_Information provided_:
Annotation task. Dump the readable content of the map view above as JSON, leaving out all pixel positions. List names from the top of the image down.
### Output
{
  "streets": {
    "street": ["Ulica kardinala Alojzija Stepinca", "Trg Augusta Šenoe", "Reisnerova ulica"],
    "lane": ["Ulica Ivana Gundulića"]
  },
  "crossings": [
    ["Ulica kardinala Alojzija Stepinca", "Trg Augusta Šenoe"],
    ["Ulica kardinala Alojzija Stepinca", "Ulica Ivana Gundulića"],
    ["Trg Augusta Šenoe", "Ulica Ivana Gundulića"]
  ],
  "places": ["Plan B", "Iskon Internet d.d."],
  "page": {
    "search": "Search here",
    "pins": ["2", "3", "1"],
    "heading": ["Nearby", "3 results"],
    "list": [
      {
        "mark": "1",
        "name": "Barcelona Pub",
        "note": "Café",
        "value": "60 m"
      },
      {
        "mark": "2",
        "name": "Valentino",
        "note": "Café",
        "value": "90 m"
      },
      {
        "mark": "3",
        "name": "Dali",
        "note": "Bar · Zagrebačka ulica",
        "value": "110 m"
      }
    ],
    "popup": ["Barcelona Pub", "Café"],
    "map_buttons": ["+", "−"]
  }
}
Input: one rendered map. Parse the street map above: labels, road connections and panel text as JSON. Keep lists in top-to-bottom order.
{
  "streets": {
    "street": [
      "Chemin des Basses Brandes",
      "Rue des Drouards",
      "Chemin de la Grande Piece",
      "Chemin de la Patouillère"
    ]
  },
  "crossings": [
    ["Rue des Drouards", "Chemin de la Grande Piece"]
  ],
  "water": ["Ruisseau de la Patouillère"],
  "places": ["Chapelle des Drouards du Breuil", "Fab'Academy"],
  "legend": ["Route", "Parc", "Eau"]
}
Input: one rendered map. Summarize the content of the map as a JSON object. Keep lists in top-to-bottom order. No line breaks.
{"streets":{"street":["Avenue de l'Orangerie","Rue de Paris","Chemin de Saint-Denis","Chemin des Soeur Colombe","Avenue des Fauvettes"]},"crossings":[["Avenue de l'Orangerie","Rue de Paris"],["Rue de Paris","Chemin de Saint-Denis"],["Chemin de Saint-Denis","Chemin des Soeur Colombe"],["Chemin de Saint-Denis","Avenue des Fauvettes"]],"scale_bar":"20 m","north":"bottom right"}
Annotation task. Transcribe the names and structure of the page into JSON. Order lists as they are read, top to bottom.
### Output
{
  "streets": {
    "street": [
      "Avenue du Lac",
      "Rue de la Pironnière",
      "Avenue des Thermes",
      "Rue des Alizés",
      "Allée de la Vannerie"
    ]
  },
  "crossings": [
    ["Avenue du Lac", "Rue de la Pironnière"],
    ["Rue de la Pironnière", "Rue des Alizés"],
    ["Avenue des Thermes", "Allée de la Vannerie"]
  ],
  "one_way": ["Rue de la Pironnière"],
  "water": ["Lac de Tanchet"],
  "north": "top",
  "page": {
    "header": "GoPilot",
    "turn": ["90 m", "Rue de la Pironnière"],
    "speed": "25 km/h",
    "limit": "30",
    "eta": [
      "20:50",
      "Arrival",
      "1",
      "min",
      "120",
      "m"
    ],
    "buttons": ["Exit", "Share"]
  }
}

_Aim of the exercise_: Copy every line of the material above in which the word "task" appears.

_Answer section_:
Annotation task. Dump the readable content of the map view above as JSON, leaving out all pixel positions. List names from the top of the image down.
Annotation task. Transcribe the names and structure of the page into JSON. Order lists as they are read, top to bottom.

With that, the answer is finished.